### EXERCISE PROMPT
A faithful copy of all the data is required; pictures should not be included.
--- START ---
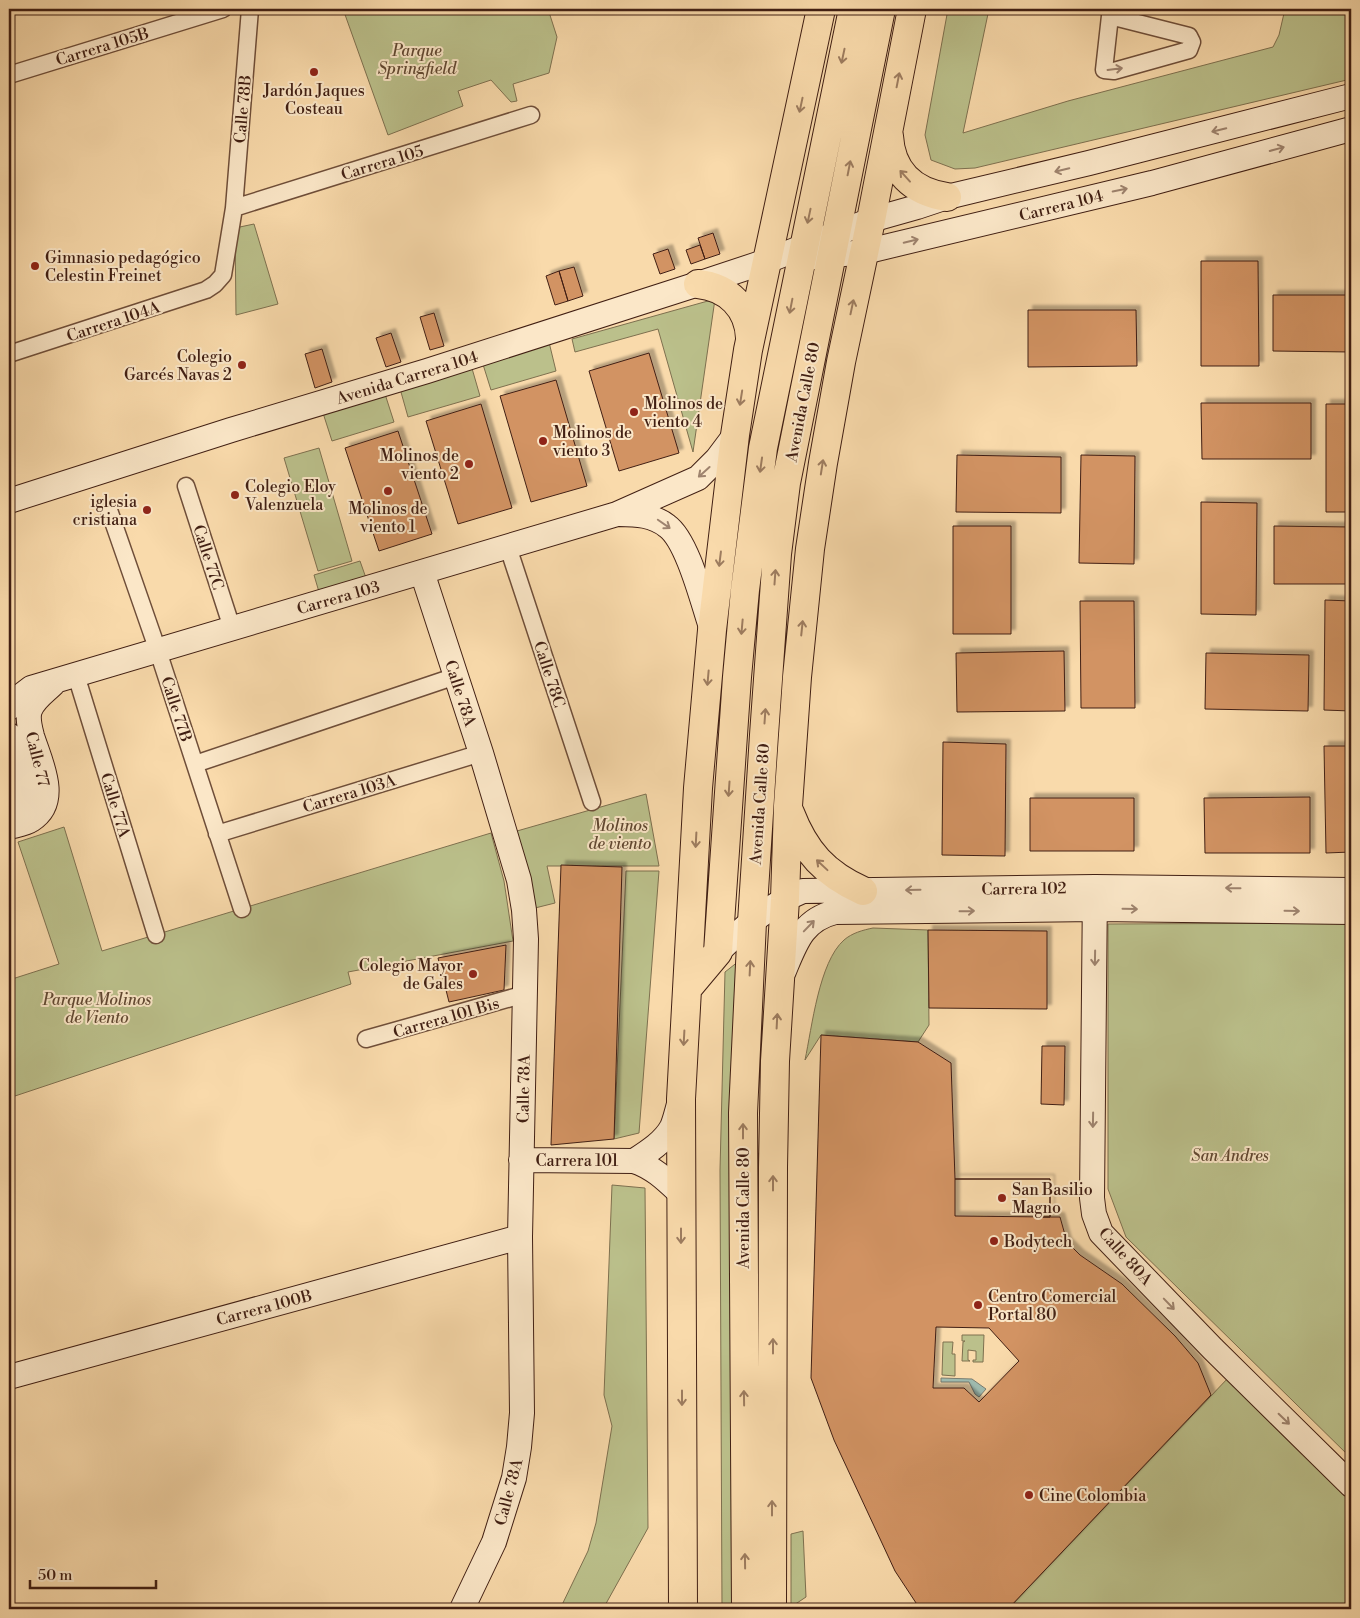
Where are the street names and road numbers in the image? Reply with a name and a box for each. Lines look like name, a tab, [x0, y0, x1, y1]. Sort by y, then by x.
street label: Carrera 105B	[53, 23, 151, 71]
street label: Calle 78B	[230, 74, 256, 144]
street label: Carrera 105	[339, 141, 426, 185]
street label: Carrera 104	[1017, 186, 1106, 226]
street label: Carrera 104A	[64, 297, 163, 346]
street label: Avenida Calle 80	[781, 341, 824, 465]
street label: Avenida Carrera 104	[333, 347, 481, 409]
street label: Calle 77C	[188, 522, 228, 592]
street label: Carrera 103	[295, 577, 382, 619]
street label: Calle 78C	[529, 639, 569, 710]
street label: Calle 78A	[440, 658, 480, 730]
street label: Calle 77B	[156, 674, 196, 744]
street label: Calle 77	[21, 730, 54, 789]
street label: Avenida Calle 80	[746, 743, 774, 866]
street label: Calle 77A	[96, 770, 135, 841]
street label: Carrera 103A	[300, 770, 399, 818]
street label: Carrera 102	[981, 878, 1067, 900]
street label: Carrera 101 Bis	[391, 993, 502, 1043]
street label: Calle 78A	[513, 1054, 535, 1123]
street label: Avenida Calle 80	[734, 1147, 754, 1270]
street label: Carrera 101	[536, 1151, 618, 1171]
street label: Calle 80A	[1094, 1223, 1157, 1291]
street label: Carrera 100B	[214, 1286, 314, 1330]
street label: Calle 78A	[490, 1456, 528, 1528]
--- END ---
### THE ANSWER
Where are the street names and road numbers in the image? Reply with a name and a box for each. Lines look like name, a tab, [x0, y0, x1, y1]. Sort by y, then by x.
street label: Carrera 105B	[53, 23, 151, 71]
street label: Calle 78B	[230, 74, 256, 144]
street label: Carrera 105	[339, 141, 426, 185]
street label: Carrera 104	[1017, 186, 1106, 226]
street label: Carrera 104A	[64, 297, 163, 346]
street label: Avenida Calle 80	[781, 341, 824, 465]
street label: Avenida Carrera 104	[333, 347, 481, 409]
street label: Calle 77C	[188, 522, 228, 592]
street label: Carrera 103	[295, 577, 382, 619]
street label: Calle 78C	[529, 639, 569, 710]
street label: Calle 78A	[440, 658, 480, 730]
street label: Calle 77B	[156, 674, 196, 744]
street label: Calle 77	[21, 730, 54, 789]
street label: Avenida Calle 80	[746, 743, 774, 866]
street label: Calle 77A	[96, 770, 135, 841]
street label: Carrera 103A	[300, 770, 399, 818]
street label: Carrera 102	[981, 878, 1067, 900]
street label: Carrera 101 Bis	[391, 993, 502, 1043]
street label: Calle 78A	[513, 1054, 535, 1123]
street label: Avenida Calle 80	[734, 1147, 754, 1270]
street label: Carrera 101	[536, 1151, 618, 1171]
street label: Calle 80A	[1094, 1223, 1157, 1291]
street label: Carrera 100B	[214, 1286, 314, 1330]
street label: Calle 78A	[490, 1456, 528, 1528]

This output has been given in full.